Die Informationspolitik der Internationalen Energieagentur IEA bedarf dringend der öffentlichen Debatte. Zu fragwürdig waren ihre Prognosen der letzten Jahre, zu absurd erscheint die aktuelle Vorhersage eines Ölpreises von 39 Dollar bis 2030 – schon heute liegt er bei 58 Dollar. Zu auffällig sind auch das beharrliche Schweigen der Behörde zu der nach und nach in die Öffentlichkeit vordringenden Peak-Oil-Diskussion über das Ende der Ölreserven sowie die stets negative Einschätzung erneuerbarer Energien. Problematisch ist, dass die Pariser Behörde in den vergangenen Jahren mehr Einfluss auf die Energiepolitik als jede gewählte Regierung hatte – und dass die Energiepolitik Grundlage weiterer politischer Entscheidungen ist.

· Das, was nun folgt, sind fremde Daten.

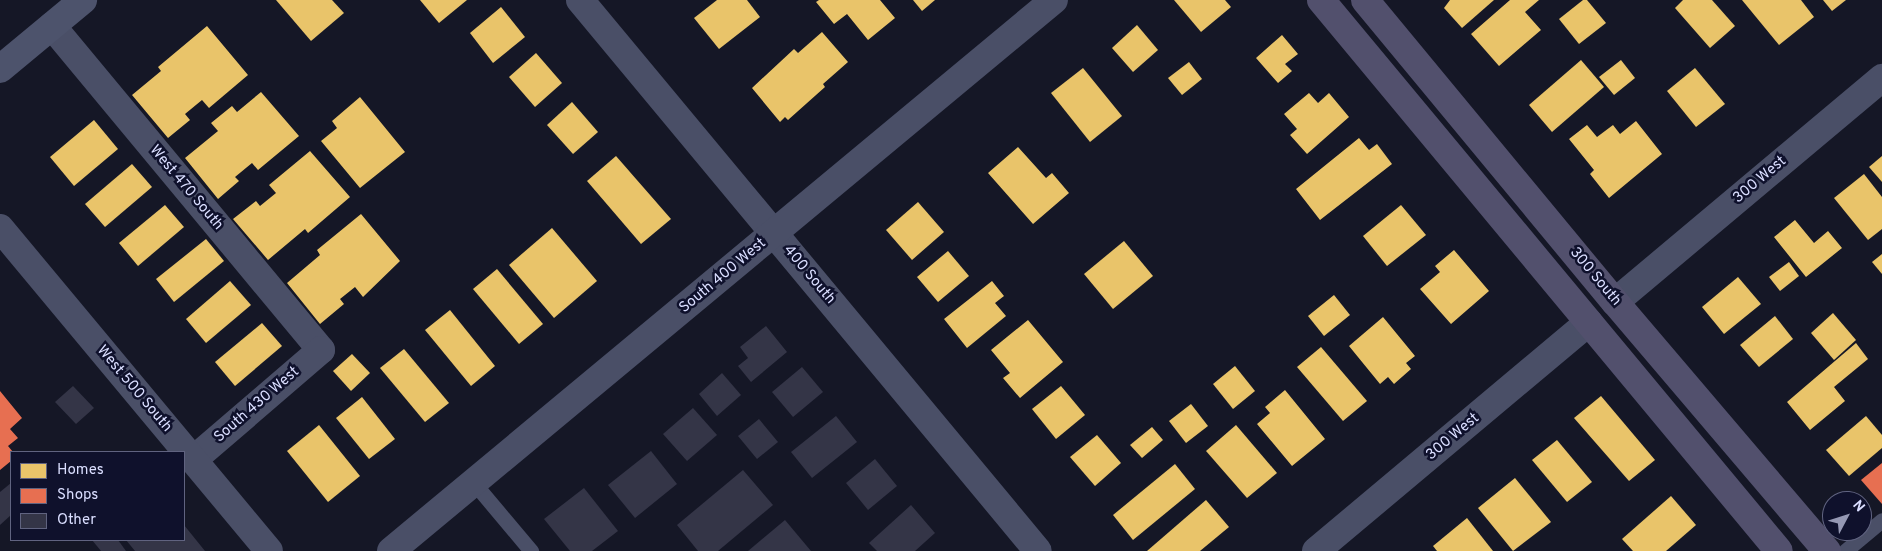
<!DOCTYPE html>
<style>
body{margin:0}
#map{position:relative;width:1882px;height:551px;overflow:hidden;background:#151726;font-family:Overpass,sans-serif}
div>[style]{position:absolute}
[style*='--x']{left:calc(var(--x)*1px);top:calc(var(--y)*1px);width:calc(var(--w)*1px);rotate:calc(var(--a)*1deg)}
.homes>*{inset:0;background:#e9c46a}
.shops>*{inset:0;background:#e76f51}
.building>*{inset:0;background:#343547}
.lane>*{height:15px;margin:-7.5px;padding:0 7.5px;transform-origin:7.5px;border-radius:7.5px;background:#4a4f67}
.street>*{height:28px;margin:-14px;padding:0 14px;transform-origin:14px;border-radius:14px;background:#4a4f67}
.secondary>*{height:28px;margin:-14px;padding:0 14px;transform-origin:14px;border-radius:14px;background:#4d536c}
.primary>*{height:28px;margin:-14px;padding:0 14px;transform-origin:14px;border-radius:14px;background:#52506d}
span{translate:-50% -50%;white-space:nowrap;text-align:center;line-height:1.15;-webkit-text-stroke:5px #0f112c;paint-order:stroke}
.street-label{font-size:15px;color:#dadeff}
.legend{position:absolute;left:10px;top:451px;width:175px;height:90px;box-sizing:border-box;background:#0f112c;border:1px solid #606380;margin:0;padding:6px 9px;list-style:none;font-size:15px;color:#dadeff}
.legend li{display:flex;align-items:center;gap:10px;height:25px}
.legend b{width:25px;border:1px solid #606380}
.north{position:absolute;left:1822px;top:491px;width:50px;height:50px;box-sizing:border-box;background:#0f112c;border:1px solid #606380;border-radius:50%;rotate:50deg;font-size:14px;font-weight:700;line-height:20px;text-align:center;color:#dadeff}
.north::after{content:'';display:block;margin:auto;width:18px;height:22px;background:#9598b3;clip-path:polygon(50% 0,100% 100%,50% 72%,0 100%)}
</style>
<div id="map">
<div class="homes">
<div style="clip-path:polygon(276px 0,332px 0,344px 13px,311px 41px)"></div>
<div style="clip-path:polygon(420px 0,467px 0,439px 23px)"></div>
<div style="clip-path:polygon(717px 0,747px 0,760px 17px,719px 49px,694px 18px)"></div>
<div style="clip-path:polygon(819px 0,880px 0,895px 18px,868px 40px,847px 14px,834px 24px,816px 2px)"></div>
<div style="clip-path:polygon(913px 0,935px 0,922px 11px)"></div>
<div style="clip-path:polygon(1174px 0,1225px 0,1231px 7px,1201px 32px)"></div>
<div style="clip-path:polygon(1450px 0,1494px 0,1462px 28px,1444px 8px)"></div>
<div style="clip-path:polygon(1510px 0,1539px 0,1525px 12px,1541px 30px,1499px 66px,1471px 34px)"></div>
<div style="clip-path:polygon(1583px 0,1587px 0,1606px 23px,1579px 44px,1559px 19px)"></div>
<div style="clip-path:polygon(1683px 0,1712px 0,1735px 26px,1710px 48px,1675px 8px)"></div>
<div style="clip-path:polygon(1742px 0,1801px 0,1814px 17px,1779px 45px)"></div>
<div style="clip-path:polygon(1823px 0,1846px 0,1832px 11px)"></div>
<div style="clip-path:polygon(501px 7px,525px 37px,493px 63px,470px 33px)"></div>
<div style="clip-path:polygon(1137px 25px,1158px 50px,1133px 72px,1112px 48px)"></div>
<div style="clip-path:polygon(207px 26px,248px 75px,209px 108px,202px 100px,185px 114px,190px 120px,168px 138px,132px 95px,161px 71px,158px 67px)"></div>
<div style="clip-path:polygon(822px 32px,848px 62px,823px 84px,825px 87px,788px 120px,785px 117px,780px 122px,752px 88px,794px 49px,798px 53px)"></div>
<div style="clip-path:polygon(1282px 35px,1298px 54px,1285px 64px,1292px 71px,1278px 83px,1256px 58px)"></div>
<div style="clip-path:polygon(536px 53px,562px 83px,535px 107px,509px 77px)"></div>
<div style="clip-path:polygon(1581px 60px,1604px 87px,1552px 132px,1529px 105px)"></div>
<div style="clip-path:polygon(1621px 60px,1635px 78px,1614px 95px,1599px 77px)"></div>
<div style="clip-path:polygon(1189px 62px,1202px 79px,1182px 95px,1168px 78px)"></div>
<div style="clip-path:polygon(1083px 68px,1122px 116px,1090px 142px,1051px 93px)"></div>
<div style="clip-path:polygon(1695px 68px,1725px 104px,1696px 127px,1667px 91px)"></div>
<div style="clip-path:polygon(261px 92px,299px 136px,258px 170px,252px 163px,235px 177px,239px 181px,218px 199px,185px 158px,218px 131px,211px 123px,232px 106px,237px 112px)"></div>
<div style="clip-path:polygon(1309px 93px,1318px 103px,1329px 93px,1349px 117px,1307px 154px,1290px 135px,1297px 129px,1284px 114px)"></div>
<div style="clip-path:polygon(360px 97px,405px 152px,360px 188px,321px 141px,337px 128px,332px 121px)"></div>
<div style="clip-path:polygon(572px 102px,598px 132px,573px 154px,547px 125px)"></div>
<div style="clip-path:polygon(94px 120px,118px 149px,74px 186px,50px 157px)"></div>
<div style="clip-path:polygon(1636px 121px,1662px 154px,1609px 198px,1590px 174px,1594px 170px,1569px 139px,1587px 125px,1597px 137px,1613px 125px,1620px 134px)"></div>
<div style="clip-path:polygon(1359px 138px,1369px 150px,1377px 144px,1392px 164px,1320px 220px,1296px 189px)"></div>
<div style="clip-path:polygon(1018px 147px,1046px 178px,1052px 173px,1069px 193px,1033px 224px,988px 173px)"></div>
<div style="clip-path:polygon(310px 151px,350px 197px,308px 233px,305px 229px,268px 260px,233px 219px,256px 201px,260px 206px,276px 193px,269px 185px)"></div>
<div style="clip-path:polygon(616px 156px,671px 219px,641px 244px,587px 181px)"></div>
<div style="clip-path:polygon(1882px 156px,1882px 182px,1869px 167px)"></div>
<div style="clip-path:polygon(132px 164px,152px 187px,105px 227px,85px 204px)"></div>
<div style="clip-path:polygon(1864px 174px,1882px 197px,1882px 229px,1868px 240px,1834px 198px)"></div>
<div style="clip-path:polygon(918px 202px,944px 232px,912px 260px,886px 230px)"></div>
<div style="clip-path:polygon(165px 205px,184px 227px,138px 266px,119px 243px)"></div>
<div style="clip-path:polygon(1401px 205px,1426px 235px,1387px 266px,1363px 236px)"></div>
<div style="clip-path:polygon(361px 214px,400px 261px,363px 297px,355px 287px,340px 299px,344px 304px,320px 324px,287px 283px,320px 255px,317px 250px)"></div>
<div style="clip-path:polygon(1795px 220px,1814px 243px,1828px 231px,1842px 248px,1806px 277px,1774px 237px)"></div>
<div style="clip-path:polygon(552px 228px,597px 281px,554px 318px,509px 265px)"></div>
<div style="clip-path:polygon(206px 239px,224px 261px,174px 302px,156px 279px)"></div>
<div style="clip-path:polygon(1124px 241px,1153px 276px,1113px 309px,1084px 274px)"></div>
<div style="clip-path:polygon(1454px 250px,1489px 291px,1451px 324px,1420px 289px,1440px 272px,1435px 266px)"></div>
<div style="clip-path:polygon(948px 251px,969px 276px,938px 302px,917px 277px)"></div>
<div style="clip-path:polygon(1882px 254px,1882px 274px,1872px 262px)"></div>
<div style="clip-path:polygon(1789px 262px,1799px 276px,1780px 291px,1769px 277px)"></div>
<div style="clip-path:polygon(497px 269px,543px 324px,519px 344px,473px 289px)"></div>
<div style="clip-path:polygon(1738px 277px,1761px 304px,1724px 334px,1702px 307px)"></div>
<div style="clip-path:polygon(230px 281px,251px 305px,206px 343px,186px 319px)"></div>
<div style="clip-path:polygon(992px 281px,1004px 296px,995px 303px,1006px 316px,967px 348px,944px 319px)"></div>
<div style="clip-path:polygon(1334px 295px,1350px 315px,1324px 336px,1308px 316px)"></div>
<div style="clip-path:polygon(450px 310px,495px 366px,471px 386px,425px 330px)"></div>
<div style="clip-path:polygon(1833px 313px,1856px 340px,1834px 360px,1811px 333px)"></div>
<div style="clip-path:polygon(1775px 316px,1793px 339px,1759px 367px,1740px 345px)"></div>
<div style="clip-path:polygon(1383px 317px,1415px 356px,1406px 363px,1411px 369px,1394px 384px,1388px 377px,1380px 384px,1349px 346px)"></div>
<div style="clip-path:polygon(1028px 320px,1063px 362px,1020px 398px,1003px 378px,1010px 373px,991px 350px)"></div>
<div style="clip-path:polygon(262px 323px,282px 346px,235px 386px,215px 362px)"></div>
<div style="clip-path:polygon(1856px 343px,1868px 359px,1834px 387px,1845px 401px,1810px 430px,1787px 402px)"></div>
<div style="clip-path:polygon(1321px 347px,1367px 401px,1343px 421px,1297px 367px)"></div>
<div style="clip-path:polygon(404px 349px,449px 403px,425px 422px,380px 368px)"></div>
<div style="clip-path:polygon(352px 354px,370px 373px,351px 391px,333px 371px)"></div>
<div style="clip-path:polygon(1235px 366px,1255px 391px,1233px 409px,1213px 384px)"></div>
<div style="clip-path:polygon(1061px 386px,1085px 415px,1056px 439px,1032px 409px)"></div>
<div style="clip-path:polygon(1285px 390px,1325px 439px,1292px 466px,1257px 424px,1270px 413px,1265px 407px)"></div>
<div style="clip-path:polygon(1601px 396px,1655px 460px,1629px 481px,1574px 418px)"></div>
<div style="clip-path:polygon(362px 397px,395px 439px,369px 459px,336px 418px)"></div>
<div style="clip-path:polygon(1191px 404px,1208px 426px,1186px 443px,1169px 421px)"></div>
<div style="clip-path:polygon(1866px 416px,1882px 435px,1882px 448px,1849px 476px,1826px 450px)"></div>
<div style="clip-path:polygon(319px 425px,360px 476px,328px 502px,287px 451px)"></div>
<div style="clip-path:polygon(1236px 425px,1277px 473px,1247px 498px,1206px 451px)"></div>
<div style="clip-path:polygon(1152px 427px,1163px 440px,1142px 458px,1130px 445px)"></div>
<div style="clip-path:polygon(1097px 435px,1121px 463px,1095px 486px,1070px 457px)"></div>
<div style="clip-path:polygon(1557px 440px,1592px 482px,1567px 502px,1532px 460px)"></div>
<div style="clip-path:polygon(1175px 464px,1195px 489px,1133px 540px,1113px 515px)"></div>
<div style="clip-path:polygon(1515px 478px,1551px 522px,1513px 551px,1478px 508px)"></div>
<div style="clip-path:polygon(1671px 496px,1696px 525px,1666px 551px,1633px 551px,1622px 539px)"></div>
<div style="clip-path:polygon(1206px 500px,1229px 527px,1200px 551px,1147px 551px)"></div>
<div style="clip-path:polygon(1467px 518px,1493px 551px,1437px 551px,1433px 546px)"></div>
</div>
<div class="shops">
<div style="clip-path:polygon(0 391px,22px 418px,10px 429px,18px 438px,8px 446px,13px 452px,11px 461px,0 470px)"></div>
<div style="clip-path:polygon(1882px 463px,1882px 504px,1861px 480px)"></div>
</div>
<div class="building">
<div style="clip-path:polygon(766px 326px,787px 352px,751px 382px,738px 366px,748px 358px,740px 347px)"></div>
<div style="clip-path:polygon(802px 367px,823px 392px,793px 417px,772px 392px)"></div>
<div style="clip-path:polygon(722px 373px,741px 395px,717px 416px,699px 394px)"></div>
<div style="clip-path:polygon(73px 386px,94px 408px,76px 424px,55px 402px)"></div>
<div style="clip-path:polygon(693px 408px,717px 435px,687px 461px,663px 434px)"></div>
<div style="clip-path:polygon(836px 416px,857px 442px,812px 478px,791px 452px)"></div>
<div style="clip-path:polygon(759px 419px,778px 442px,757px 459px,738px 436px)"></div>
<div style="clip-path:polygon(651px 451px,677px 484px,635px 518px,608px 485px)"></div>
<div style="clip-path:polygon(875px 459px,897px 486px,868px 510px,846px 483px)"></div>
<div style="clip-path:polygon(743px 470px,773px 505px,718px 551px,698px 551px,677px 525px)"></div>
<div style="clip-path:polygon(11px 483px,11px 515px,0 525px,0 492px)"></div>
<div style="clip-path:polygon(584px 488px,618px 531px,592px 551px,570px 551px,544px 519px)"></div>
<div style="clip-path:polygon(911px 505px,935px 533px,915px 551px,877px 551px,869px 543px)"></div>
<div style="clip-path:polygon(785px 520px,811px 551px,748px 551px)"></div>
<div style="clip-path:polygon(184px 525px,205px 551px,135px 551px,126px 540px,184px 540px)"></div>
<div style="clip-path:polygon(92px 540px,118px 540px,126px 551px,101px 551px)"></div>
</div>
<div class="lane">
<div style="--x:474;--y:483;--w:89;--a:50"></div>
<div style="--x:1845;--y:551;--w:48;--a:-40"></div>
</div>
<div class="street">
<div style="--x:580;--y:0;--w:716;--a:50.27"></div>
<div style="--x:52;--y:26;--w:421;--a:50.3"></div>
<div style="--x:321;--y:350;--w:169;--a:139.3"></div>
<div style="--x:0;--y:228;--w:420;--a:50.2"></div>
<div style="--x:1615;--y:302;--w:349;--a:-40"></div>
<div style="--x:391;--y:551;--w:862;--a:-39.73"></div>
<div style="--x:1316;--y:551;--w:356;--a:-40"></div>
</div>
<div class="secondary">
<div style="--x:0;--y:69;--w:108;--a:-39.7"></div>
</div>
<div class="primary">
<div style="--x:1321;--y:0;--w:716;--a:50.27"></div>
<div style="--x:1365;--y:0;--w:392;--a:50.4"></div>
<div style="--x:1615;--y:302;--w:327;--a:49.6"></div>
</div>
<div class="street-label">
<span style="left:1760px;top:180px;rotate:-40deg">300 West</span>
<span style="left:186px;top:188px;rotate:50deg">West 470 South</span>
<span style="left:809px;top:275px;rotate:50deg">400 South</span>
<span style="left:723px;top:276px;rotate:-40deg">South 400 West</span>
<span style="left:1595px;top:277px;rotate:50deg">300 South</span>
<span style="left:134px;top:389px;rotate:50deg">West 500 South</span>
<span style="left:257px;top:405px;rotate:-41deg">South 430 West</span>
<span style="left:1453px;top:437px;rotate:-40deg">300 West</span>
</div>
<ul class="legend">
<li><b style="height:14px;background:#e9c46a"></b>Homes</li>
<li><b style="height:14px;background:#e76f51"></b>Shops</li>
<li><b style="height:14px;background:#343547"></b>Other</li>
</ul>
<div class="north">N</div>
</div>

Denn die Energieträger einer Gesellschaft bestimmen das gesamte Wirtschaftssystem schließlich mit. Deren Wahl strukturiert maßgeblich die Versorgungs- und Wertschöpfungsketten. Da sich die Ölvorräte in nur wenigen Ländern konzentrieren, folgt die Globalisierung der Wirtschafts- und internationaler Machtstrukturen aus der Abhängigkeit vom Öl. Kein Wirtschaftszweig ist deshalb so eng mit Machtpolitik verflochten wie die Energiepolitik.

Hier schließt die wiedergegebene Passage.